Carrello della spesa, il costo del latte cresce a dismisura
Un carrello della spesa più vuoto e più caro. Crescono i prezzi al dettaglio dei prodotti alimentari con aumenti che vanno dal +6,5% per la frutta fino al +25,1% per le verdure, ma è crisi profonda nei campi dove bisogna vendere 4 chili di mele per comperare un caffè.
È l’allarme lanciato dalla Coldiretti sulla base dei dati Istat ad ottobre che evidenziano un’accelerazione dei prezzi dei beni alimentari al consumo del +13,1%. Il punto critico di questi giorni riguarda il latte. Tanto che anche una delle rappresentanze dei consumatori - il Codacons - ha presentato un esposto perché a settembre un litro di latte Uht costava il 19% in più rispetto all’anno precedente. Un rincaro più alto della media dell’inflazione.
Nei primi nove mesi del 2022, si evince dal report Ismea - l’Istituto Studi dei mercati agricoli - i listini dei prodotti lattiero caseari registrano un incremento all’ingrosso di oltre il 25% rispetto allo stesso periodo dello scorso anno, trainato soprattutto dai formaggi duri, dai formaggi molli (rispettivamente +8,6% e +15,6% su base tendenziale) e, sebbene con un peso ridotto sul paniere complessivo, anche dal burro (+73,2%).
Se poi allarghiamo lo sguardo si annota che il calo della produzione mondiale di latte prosegue nel corso del 2022 interessando tutti i principali paesi esportatori, a causa delle condizioni climatiche sfavorevoli e degli alti prezzi degli input che hanno impattato sulle scelte gestionali degli allevatori. Di fronte alla minore disponibilità di latte si è registrato uno straordinario aumento del prezzo alla stalla (stima media UE a settembre 53 euro/100 kg) trainato anche dal rialzo dei listini di burro e polveri. Una situazione analoga si riscontra anche in Italia dove la forte pressione dei costi e le difficoltà di approvvigionamento dei mangimi hanno indotto tutti gli allevatori di latte, suini, polli, bovini e conigli a frenare la produzione.
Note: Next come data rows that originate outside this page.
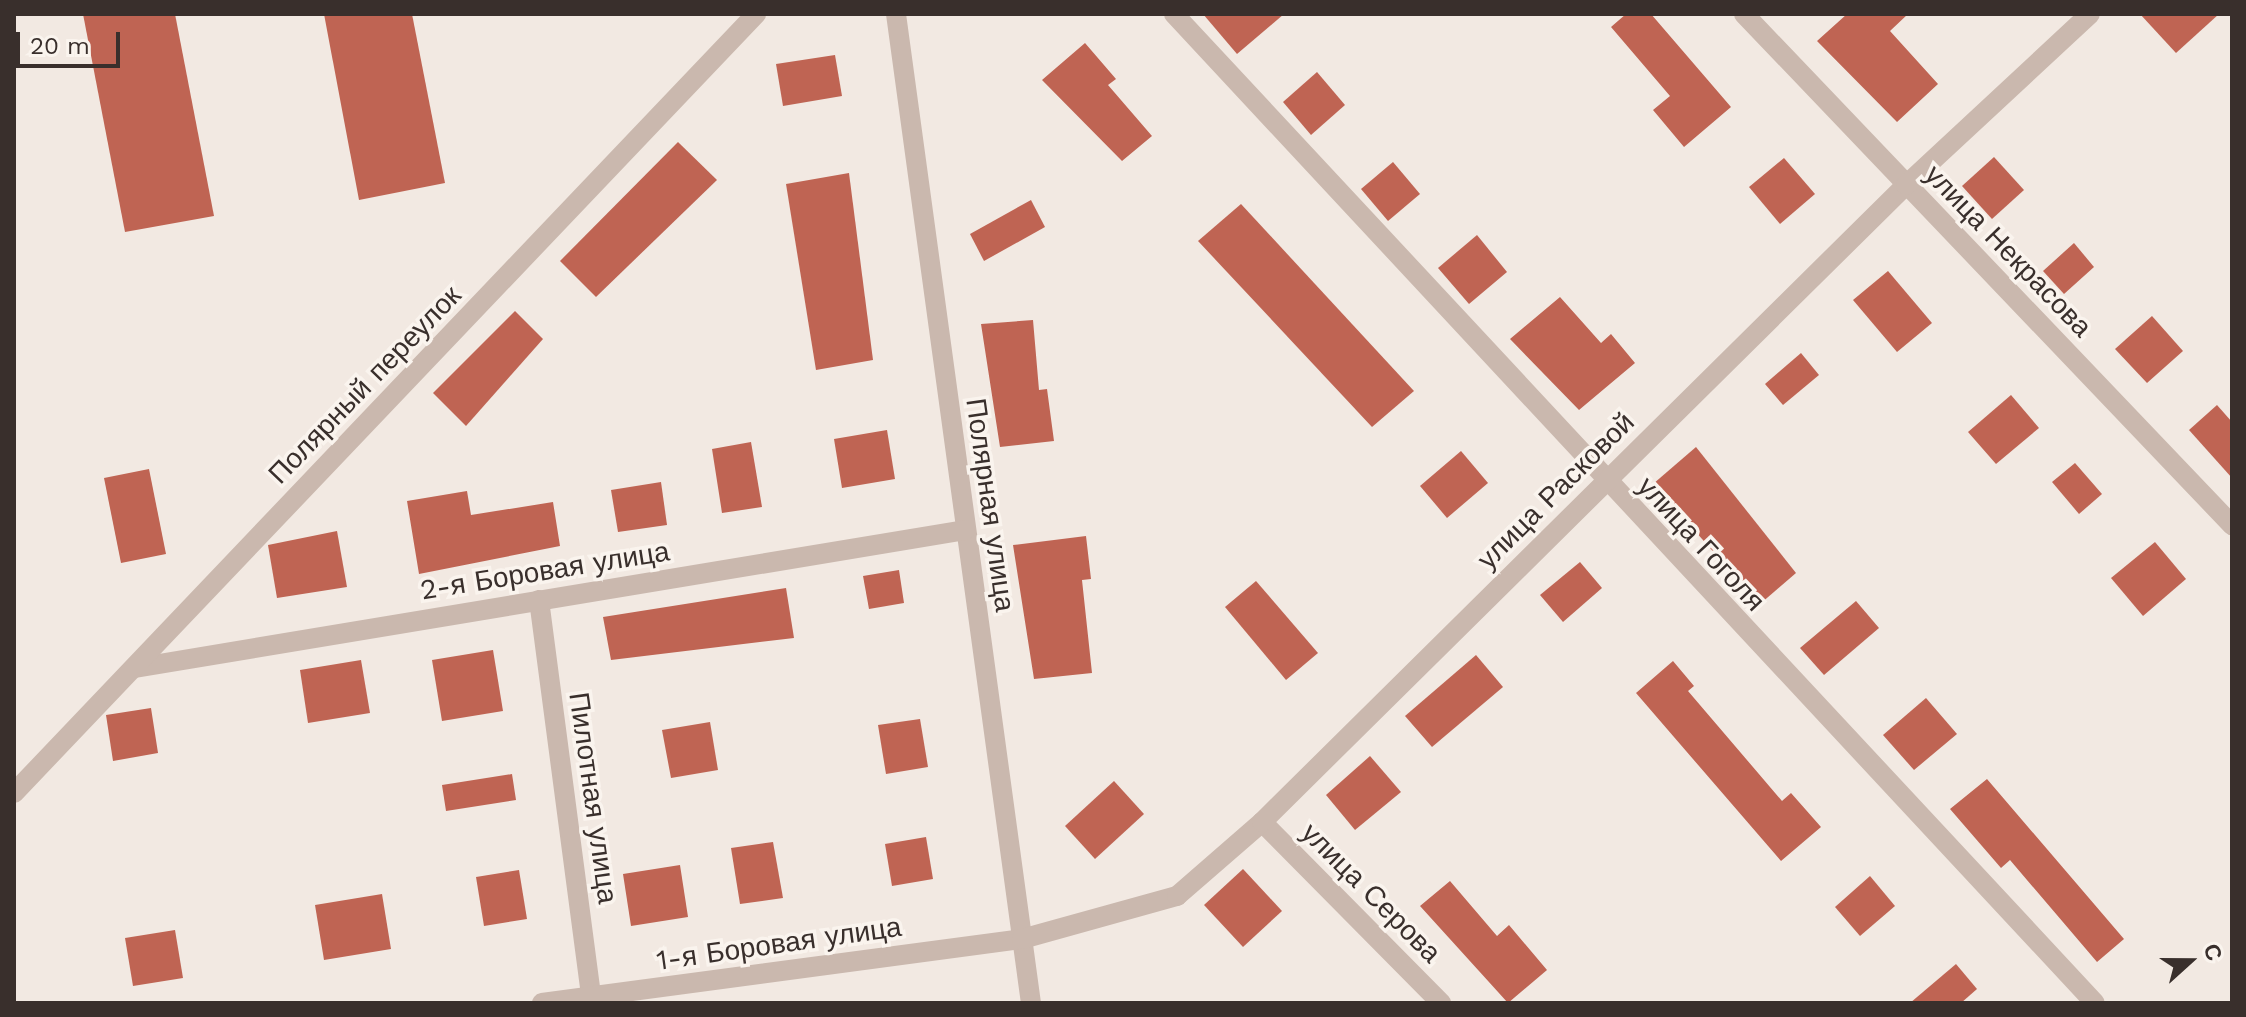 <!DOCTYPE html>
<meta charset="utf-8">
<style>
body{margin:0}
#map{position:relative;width:2246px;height:1017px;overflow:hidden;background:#f2e9e2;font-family:"Work Sans",sans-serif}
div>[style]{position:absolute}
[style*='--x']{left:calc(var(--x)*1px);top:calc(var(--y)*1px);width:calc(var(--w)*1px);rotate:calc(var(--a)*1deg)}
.building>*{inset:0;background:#bf6453}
.street>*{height:20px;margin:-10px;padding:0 10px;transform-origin:10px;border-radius:10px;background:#cab8ae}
span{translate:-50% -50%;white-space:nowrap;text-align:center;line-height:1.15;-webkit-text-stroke:7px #faf4ee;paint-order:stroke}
.street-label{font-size:28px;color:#392f2c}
.frame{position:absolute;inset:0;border:16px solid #392f2c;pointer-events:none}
.north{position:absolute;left:2150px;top:921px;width:80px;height:80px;-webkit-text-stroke:6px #faf4ee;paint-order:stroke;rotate:69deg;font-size:22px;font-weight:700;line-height:32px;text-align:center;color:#392f2c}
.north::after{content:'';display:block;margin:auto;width:28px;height:36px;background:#392f2c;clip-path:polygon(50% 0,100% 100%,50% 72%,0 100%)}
.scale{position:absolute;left:16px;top:32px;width:104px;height:36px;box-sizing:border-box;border:4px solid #392f2c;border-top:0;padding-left:10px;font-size:24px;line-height:28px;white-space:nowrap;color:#392f2c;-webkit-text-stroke:6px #faf4ee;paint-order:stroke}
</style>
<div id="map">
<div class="building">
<div style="clip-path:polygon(83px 14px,175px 14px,214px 216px,125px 232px)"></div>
<div style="clip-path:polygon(324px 14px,412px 14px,445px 183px,359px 200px)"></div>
<div style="clip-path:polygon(1203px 14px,1284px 14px,1237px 54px)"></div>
<div style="clip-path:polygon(1626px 14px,1651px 14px,1731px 107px,1684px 147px,1653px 110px,1670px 96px,1611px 27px)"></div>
<div style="clip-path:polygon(1847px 14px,1908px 14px,1890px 31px,1938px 84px,1897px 122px,1817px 41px)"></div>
<div style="clip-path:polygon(2140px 14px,2219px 14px,2176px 53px)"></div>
<div style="clip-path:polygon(1085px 43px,1116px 79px,1108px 85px,1152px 136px,1122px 161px,1042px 80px)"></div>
<div style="clip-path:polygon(835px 55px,842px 96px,783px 106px,776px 64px)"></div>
<div style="clip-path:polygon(1317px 72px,1345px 105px,1311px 135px,1283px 102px)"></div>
<div style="clip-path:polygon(678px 142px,717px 180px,596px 297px,560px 261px)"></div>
<div style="clip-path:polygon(1994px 157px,2024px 190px,1992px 219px,1962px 186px)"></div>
<div style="clip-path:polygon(1784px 158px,1815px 194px,1780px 224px,1749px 187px)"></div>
<div style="clip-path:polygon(1393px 162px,1420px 194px,1388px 221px,1361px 189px)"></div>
<div style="clip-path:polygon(849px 173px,873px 360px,816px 370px,786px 184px)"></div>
<div style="clip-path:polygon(1031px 200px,1045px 227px,984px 261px,970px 234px)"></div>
<div style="clip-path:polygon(1241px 204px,1414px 391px,1372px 427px,1198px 241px)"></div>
<div style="clip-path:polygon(1477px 235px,1507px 272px,1469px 304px,1438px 268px)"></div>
<div style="clip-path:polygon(2074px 243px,2094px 267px,2064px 294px,2043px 271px)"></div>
<div style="clip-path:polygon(1888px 271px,1932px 323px,1897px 352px,1853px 300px)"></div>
<div style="clip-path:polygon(1560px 297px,1601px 343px,1611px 334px,1635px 363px,1579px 410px,1510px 339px)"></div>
<div style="clip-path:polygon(515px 311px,543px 339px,466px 426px,433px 393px)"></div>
<div style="clip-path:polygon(2152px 316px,2183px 351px,2147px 383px,2115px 349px)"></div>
<div style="clip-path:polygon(1033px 320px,1039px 390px,1047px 389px,1054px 441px,1000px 447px,981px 324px)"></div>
<div style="clip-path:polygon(1801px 353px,1819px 375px,1783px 405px,1765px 384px)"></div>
<div style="clip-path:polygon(2011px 395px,2039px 428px,1996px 464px,1968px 432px)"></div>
<div style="clip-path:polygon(2217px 405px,2232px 422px,2232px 478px,2189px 430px)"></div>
<div style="clip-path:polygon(887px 430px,895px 479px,842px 488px,834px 439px)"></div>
<div style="clip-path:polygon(751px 442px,762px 507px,722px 513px,712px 449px)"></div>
<div style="clip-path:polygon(1696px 447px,1796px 573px,1760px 604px,1653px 484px)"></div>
<div style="clip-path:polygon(1461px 451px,1488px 483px,1447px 518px,1420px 486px)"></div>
<div style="clip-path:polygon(2075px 463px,2102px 494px,2079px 514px,2052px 482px)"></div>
<div style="clip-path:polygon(149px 469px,166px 554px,121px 563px,104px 478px)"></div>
<div style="clip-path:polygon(661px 482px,667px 525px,618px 532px,611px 490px)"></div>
<div style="clip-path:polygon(467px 491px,471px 515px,553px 502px,560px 546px,419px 574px,407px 501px)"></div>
<div style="clip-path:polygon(337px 531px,347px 587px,277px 598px,268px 545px)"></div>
<div style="clip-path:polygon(1086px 536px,1091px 579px,1082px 580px,1092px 673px,1034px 679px,1013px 545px)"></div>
<div style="clip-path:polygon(2155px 542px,2186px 579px,2143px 616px,2111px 578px)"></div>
<div style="clip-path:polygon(1580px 562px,1602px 588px,1563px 622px,1540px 595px)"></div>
<div style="clip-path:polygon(899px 570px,904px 603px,869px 609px,863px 576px)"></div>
<div style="clip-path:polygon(1256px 581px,1318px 653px,1286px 680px,1225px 607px)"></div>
<div style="clip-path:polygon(786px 588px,794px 638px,611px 660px,603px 617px)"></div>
<div style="clip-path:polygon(1856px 601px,1879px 628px,1824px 675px,1800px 648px)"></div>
<div style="clip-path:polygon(493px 650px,503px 711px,442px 721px,432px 660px)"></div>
<div style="clip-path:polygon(1476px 655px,1503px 687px,1432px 747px,1405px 716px)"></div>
<div style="clip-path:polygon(361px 660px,370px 713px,308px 723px,300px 670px)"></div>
<div style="clip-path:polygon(1673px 661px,1694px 686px,1688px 691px,1782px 801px,1791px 793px,1821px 827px,1781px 861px,1636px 693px)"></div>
<div style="clip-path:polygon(1926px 698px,1957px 734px,1914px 770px,1883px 735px)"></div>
<div style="clip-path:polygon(151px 708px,158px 753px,113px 761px,106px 715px)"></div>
<div style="clip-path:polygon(920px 719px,928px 767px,886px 774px,878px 725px)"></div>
<div style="clip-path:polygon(710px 722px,718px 770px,671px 778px,662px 730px)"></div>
<div style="clip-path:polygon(1370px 756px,1401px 792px,1355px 830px,1326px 795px)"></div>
<div style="clip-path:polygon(512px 774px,516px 800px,446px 811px,442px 785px)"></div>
<div style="clip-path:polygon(1987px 779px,2124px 939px,2097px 962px,2010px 860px,2001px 868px,1950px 809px)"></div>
<div style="clip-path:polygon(1114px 781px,1144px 814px,1095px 859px,1065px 826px)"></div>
<div style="clip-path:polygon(926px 837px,933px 879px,892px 886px,885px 844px)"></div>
<div style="clip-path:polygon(773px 842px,783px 898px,740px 904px,731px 848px)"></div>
<div style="clip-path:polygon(680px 865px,688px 917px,631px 926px,623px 874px)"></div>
<div style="clip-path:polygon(1243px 869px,1282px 911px,1243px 947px,1204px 905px)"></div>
<div style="clip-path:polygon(519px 870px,527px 919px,484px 926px,476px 877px)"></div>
<div style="clip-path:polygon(1870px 876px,1895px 906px,1860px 936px,1835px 907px)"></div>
<div style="clip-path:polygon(1450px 881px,1497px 936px,1509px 925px,1547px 970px,1508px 1003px,1420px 906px)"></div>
<div style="clip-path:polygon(382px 894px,391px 949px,324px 960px,315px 905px)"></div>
<div style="clip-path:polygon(175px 930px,183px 978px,133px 986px,125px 938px)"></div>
<div style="clip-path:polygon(1956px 964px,1977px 989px,1961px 1003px,1910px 1003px)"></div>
</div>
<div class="street">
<div style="--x:896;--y:14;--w:998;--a:82.23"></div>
<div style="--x:1174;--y:14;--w:1351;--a:47.04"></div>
<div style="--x:1744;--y:14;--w:707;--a:46.32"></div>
<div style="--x:539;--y:600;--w:406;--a:82.5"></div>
<div style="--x:135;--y:668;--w:841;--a:-9.44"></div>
<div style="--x:14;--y:793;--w:1076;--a:-46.39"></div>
<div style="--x:1262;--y:822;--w:255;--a:45.3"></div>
<div style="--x:542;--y:1003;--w:484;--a:-7.6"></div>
<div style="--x:1022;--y:939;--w:161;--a:-15.5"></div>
<div style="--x:1177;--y:896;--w:113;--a:-41"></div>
<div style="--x:1262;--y:822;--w:906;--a:-44.69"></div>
<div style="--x:1906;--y:185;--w:251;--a:-42.9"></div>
</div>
<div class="street-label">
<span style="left:2008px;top:251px;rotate:46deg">улица Некрасова</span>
<span style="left:365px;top:385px;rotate:-46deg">Полярный переулок</span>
<span style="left:1556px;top:491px;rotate:-45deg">улица Расковой</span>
<span style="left:990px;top:505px;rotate:82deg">Полярная улица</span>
<span style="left:1701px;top:544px;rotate:47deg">улица Гоголя</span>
<span style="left:545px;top:571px;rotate:-9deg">2-я Боровая улица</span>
<span style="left:593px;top:798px;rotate:82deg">Пилотная улица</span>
<span style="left:1371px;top:893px;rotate:45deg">улица Серова</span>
<span style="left:779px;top:944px;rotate:-8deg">1-я Боровая улица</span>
</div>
<div class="frame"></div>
<div class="north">С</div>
<div class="scale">20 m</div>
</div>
La ridotta disponibilità di latte e carne e i rincari del prezzo della materia prima, insieme con l’aumento dei costi di trasformazione (guidati dall’energia elettrica), stanno spingendo al rialzo i prezzi all’ingrosso di formaggi, salumi, uova, carne avicola (complice l’influenza aviare) e bovina. Unica anomalia è la carne fresca di suino che, complice le grandi importazioni di prodotto estero anonimo da parte della grande distribuzione e dell’industria di trasformazione, resta la più economica e conveniente nonostante il record di 2,072 euro al chilo pagato per un suino vivo. Sarà un paradigma ma se è vero che l’inflazione spingerà i prezzi al consumo in alto non è altrettanto certo che i prezzi pagati agli allevatori resteranno elevati ed in grado di coprire i costi di produzione senza un supporto promozionale a comprare prodotto italiano.